Je suis allée m’asseoir près de cette dame qui était alors complètement hors d’elle. Je l’ai aidée à mettre des mots sur ce qui se passait en elle. J’ai écouté toute son histoire et je me suis sentie très touchée par cette femme : elle avait quatre-vingt-sept ans, sa fille la faisait transférer dans une maison de retraite l’après-midi même et ne l’avait prévenue que par un appel téléphonique le matin. De sa famille, personne ne venait l’accompagner. Je l’ai aidée à mettre des mots sur sa souffrance, je l’ai invitée à se lâcher dans ses accusations : elle se sentait larguée comme un paquet que l’on prend et que l’on jette n’importe où, parce qu’il ne sert plus. L’expression « larguée » suscitait une forte résonance en moi, me rappelant bien des choses. Se pouvait-il qu’à partir de la correspondance du vécu, à partir de la façon dont j’avais pu transformer une souffrance similaire, je puisse aider cette dame ?

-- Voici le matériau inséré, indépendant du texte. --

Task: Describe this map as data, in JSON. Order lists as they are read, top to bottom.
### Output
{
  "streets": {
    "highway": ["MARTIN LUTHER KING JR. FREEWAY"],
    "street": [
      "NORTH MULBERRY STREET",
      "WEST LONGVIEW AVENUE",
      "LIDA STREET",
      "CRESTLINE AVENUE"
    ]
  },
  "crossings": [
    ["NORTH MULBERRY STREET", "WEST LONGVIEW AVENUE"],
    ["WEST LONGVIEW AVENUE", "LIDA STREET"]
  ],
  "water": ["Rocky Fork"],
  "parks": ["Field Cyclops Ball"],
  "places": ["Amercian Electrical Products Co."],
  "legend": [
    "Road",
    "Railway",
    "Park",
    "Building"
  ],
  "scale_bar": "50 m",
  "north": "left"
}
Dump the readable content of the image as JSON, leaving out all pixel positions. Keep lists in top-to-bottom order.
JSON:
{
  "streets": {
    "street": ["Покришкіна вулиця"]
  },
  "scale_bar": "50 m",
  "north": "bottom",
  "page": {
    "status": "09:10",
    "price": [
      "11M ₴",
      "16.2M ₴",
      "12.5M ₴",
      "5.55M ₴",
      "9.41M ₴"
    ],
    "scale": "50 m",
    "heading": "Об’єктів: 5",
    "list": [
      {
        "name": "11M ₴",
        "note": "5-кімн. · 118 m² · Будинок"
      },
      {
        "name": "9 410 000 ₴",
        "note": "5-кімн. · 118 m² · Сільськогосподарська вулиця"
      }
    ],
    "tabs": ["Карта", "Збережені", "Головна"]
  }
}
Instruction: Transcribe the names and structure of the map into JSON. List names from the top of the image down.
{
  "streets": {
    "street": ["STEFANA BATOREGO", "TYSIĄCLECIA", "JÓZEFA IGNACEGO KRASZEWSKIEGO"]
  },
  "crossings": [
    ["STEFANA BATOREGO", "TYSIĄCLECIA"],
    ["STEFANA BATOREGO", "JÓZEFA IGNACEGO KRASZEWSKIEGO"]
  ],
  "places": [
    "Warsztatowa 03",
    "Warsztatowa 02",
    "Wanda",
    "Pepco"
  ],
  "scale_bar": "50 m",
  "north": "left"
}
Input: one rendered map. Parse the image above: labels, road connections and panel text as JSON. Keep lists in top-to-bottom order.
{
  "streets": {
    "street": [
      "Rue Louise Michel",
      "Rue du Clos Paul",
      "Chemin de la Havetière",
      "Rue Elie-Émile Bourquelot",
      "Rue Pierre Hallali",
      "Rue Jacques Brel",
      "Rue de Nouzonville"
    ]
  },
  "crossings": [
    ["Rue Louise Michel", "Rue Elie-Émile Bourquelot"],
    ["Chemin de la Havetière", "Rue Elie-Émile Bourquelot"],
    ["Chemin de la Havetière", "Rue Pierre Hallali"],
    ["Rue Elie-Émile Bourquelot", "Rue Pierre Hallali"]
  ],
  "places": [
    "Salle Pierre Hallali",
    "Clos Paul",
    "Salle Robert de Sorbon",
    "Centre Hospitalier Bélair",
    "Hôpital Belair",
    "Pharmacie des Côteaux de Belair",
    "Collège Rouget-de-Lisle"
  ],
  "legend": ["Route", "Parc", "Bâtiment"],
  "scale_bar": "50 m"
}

Je lui ai alors dit que moi-même je connaissais ce terrible sentiment d’être larguée, de ne plus rien être. « Ah bon ? Vous ? » Elle était étonnée, car nous, les soignants et accompagnants, nous n’avons pas de problèmes, voyons… ! Mais elle voulait bien en savoir plus. Je lui ai alors raconté mon histoire.

J’avais laissé ma voiture dans un parking de péage d’autoroute pour faire du covoiturage. Au retour, on me déposait à « ma » station de péage en me certifiant que c’était bien la bonne. Je ne prenais pas garde de vérifier, et ce n’est qu’une fois la conductrice partie que je me rendais compte de l’erreur. J’ignorais que cette ville avait deux gares de péage, et donc ma voiture était garée à la station suivante, 15 kilomètres plus loin. Me voilà seule, à un péage d’autoroute un dimanche soir à 22 h, sans voiture et encombrée de bagages !!

Je me faisais d’abord rembarrer vertement par un caissier de péage, puis j’ai essayé de faire du stop auprès des personnes s’arrêtant au péage, mais je n’ai essuyé que des refus.

Alors j’ai été prise de panique. C’était cette même souffrance : me sentir larguée comme un paquet et de ne pouvoir faire confiance à personne.

Enfin est arrivée une dame blonde dans une voiture vert pomme. Elle a d’abord hésité, puis m’a invitée à monter dans sa voiture. Elle était de passage, ne connaissait pas la ville, mais elle m’a rassurée qu’ensemble nous retrouverions ma voiture.

Lors d’un arrêt pour prendre du carburant, elle m’a même offert un pain au chocolat. J’ai été bouleversée par cette attention, par la disponibilité tranquille de cette femme. Le moment que j’ai passé en sa compagnie a été d’une étonnante intensité. Nous avons effectivement retrouvé ma voiture à la station de péage suivante. J’ai demandé à cette femme comment je pouvais la remercier. Elle me répondait : « En faisant comme moi le jour où vous trouverez quelqu’un en difficulté sur le bord de la route. »

Je lui ai promis que je respecterais sa demande. Après avoir récupéré ma voiture j’ai eu le cœur en fête sur toute la route du retour. J’ai remercié la vie qui m’avait mis cette femme sur ma route et qui m’avait fait vive cette aventure.

J’ai ainsi tout raconté à la vieille dame, et à la fin je lui ai fait remarquer que lorsque la vie nous amène à vivre des épreuves, nous avons toujours le choix soit de subir dans la plainte et la révolte, soit de profiter pour gagner ailleurs. Elle s’est calmée et je ne croyais pas mes oreilles lorsqu’elle m’a dit : « Vous avez trouvé un ange blond et moi je viens de trouver un ange brun : je me suis sentie écoutée, pour la première fois. »

Je lui ai alors demandé de quoi elle avait envie. Elle me répondait : « D’un bon café au lait bien chaud ! » que je lui ai préparé.

L’après-midi elle a trouvé des excuses à sa fille et est partie curieuse de ce qui l’attendait ailleurs.